Copy out exactly the lines below that run from the one holding "display:grid; place-items:center; flex:none;" to the one holding "fill:none; stroke-linecap:round; stroke-linejoin:round", keeping both of those lines and no others.

========

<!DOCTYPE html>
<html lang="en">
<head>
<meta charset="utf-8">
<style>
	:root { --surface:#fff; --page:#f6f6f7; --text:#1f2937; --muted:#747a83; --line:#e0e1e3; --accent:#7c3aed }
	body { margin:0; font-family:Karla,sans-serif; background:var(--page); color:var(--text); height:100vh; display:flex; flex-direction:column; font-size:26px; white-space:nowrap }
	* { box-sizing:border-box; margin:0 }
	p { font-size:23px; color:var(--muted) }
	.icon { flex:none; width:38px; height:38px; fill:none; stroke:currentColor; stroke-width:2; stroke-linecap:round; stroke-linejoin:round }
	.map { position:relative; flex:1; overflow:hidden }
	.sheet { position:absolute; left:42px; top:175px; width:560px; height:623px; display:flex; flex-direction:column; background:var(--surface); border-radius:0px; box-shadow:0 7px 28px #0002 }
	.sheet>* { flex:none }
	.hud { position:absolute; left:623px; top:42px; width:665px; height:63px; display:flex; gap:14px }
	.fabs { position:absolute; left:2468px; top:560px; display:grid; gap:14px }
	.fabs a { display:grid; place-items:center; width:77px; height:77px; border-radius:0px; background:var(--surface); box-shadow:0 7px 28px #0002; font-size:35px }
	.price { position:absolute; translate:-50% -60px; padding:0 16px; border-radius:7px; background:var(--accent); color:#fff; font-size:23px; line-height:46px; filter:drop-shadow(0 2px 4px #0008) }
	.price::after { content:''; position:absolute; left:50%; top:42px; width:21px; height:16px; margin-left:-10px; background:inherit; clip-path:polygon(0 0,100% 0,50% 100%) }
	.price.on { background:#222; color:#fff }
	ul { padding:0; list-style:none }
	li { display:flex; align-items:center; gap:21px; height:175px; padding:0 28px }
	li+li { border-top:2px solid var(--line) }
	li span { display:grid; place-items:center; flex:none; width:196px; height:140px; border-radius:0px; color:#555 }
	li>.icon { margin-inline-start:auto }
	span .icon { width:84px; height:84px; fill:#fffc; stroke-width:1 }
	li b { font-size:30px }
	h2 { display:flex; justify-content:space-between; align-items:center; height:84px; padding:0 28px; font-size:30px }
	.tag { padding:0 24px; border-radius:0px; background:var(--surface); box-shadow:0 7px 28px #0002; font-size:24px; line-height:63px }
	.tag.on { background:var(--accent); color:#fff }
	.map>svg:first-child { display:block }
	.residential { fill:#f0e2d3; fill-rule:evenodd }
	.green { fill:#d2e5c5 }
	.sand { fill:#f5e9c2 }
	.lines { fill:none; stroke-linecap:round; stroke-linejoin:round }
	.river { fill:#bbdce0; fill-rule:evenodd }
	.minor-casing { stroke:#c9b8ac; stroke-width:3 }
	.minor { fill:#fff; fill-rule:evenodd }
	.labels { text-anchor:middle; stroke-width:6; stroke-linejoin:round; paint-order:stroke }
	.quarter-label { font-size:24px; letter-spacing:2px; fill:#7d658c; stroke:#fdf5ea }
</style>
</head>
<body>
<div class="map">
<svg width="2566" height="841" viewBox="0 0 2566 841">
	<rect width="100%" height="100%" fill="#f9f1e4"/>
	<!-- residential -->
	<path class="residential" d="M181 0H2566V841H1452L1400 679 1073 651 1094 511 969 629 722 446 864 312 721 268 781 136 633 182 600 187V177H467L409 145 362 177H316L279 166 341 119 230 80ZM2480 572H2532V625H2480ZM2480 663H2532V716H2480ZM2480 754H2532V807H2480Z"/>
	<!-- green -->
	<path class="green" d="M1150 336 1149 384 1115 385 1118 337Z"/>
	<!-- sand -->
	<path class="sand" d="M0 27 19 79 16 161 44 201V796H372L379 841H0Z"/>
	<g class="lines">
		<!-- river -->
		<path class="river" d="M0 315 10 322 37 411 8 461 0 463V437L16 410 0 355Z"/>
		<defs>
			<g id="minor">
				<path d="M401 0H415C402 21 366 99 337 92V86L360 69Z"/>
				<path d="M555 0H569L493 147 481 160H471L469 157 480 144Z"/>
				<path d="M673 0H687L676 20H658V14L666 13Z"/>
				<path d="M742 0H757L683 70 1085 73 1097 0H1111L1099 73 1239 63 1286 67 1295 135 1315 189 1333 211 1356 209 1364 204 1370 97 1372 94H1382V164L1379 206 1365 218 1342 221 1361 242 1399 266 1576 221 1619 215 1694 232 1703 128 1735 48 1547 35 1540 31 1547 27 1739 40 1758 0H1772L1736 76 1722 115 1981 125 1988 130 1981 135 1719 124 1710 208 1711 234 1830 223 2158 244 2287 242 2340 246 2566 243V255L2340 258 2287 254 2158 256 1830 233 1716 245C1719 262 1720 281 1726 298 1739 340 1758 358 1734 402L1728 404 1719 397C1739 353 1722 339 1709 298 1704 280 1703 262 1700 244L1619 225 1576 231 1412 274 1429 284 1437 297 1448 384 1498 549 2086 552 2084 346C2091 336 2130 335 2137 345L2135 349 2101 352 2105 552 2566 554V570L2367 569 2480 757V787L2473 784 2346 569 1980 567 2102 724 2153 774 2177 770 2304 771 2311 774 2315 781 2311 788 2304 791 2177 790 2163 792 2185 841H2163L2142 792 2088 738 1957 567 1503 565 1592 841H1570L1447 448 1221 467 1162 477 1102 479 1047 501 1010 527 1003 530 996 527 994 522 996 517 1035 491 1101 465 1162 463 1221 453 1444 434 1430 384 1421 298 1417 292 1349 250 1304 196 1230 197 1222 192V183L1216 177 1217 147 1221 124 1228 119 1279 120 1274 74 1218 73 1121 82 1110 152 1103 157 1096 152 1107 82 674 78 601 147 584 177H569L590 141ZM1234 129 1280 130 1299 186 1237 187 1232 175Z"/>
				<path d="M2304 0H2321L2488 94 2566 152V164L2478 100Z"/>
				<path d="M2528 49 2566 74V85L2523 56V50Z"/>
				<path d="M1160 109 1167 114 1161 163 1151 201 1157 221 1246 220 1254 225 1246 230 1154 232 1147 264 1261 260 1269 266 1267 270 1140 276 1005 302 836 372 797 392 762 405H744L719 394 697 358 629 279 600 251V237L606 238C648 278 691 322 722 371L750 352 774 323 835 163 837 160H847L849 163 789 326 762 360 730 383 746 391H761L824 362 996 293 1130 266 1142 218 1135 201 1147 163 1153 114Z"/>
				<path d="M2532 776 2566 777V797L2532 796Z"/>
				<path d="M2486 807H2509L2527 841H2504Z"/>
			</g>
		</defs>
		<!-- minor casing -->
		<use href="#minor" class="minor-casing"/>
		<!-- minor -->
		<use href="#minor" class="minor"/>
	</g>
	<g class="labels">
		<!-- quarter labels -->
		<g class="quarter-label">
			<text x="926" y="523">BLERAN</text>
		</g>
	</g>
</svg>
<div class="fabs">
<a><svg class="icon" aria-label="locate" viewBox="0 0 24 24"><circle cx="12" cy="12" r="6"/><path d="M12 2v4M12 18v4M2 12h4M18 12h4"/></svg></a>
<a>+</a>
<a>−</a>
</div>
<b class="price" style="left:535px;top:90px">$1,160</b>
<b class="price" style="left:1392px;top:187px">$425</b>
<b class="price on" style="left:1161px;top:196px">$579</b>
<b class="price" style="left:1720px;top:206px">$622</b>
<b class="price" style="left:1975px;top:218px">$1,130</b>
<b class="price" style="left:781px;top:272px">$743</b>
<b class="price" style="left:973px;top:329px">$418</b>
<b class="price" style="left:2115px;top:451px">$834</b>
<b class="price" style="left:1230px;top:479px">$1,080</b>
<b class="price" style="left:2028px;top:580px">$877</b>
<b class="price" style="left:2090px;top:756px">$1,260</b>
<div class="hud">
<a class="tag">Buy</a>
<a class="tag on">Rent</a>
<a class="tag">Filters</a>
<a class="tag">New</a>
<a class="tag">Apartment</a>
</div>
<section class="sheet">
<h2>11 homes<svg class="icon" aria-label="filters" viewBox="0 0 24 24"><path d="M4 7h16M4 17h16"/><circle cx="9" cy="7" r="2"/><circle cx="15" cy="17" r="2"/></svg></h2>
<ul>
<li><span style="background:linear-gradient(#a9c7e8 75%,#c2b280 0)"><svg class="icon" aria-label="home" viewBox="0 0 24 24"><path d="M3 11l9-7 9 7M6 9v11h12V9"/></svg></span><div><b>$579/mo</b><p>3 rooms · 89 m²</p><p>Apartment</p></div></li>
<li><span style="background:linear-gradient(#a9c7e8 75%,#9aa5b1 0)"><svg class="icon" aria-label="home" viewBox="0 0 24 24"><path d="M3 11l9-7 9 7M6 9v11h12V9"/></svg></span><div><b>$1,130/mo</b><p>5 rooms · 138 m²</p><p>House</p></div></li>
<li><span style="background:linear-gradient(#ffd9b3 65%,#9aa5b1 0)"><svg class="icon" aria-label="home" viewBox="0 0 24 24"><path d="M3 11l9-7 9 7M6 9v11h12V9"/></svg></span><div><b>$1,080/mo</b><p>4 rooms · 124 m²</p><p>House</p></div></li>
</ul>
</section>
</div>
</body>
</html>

========

> _OUTPUT FOR THIS EXERCISE_:
	li span { display:grid; place-items:center; flex:none; width:196px; height:140px; border-radius:0px; color:#555 }
	li>.icon { margin-inline-start:auto }
	span .icon { width:84px; height:84px; fill:#fffc; stroke-width:1 }
	li b { font-size:30px }
	h2 { display:flex; justify-content:space-between; align-items:center; height:84px; padding:0 28px; font-size:30px }
	.tag { padding:0 24px; border-radius:0px; background:var(--surface); box-shadow:0 7px 28px #0002; font-size:24px; line-height:63px }
	.tag.on { background:var(--accent); color:#fff }
	.map>svg:first-child { display:block }
	.residential { fill:#f0e2d3; fill-rule:evenodd }
	.green { fill:#d2e5c5 }
	.sand { fill:#f5e9c2 }
	.lines { fill:none; stroke-linecap:round; stroke-linejoin:round }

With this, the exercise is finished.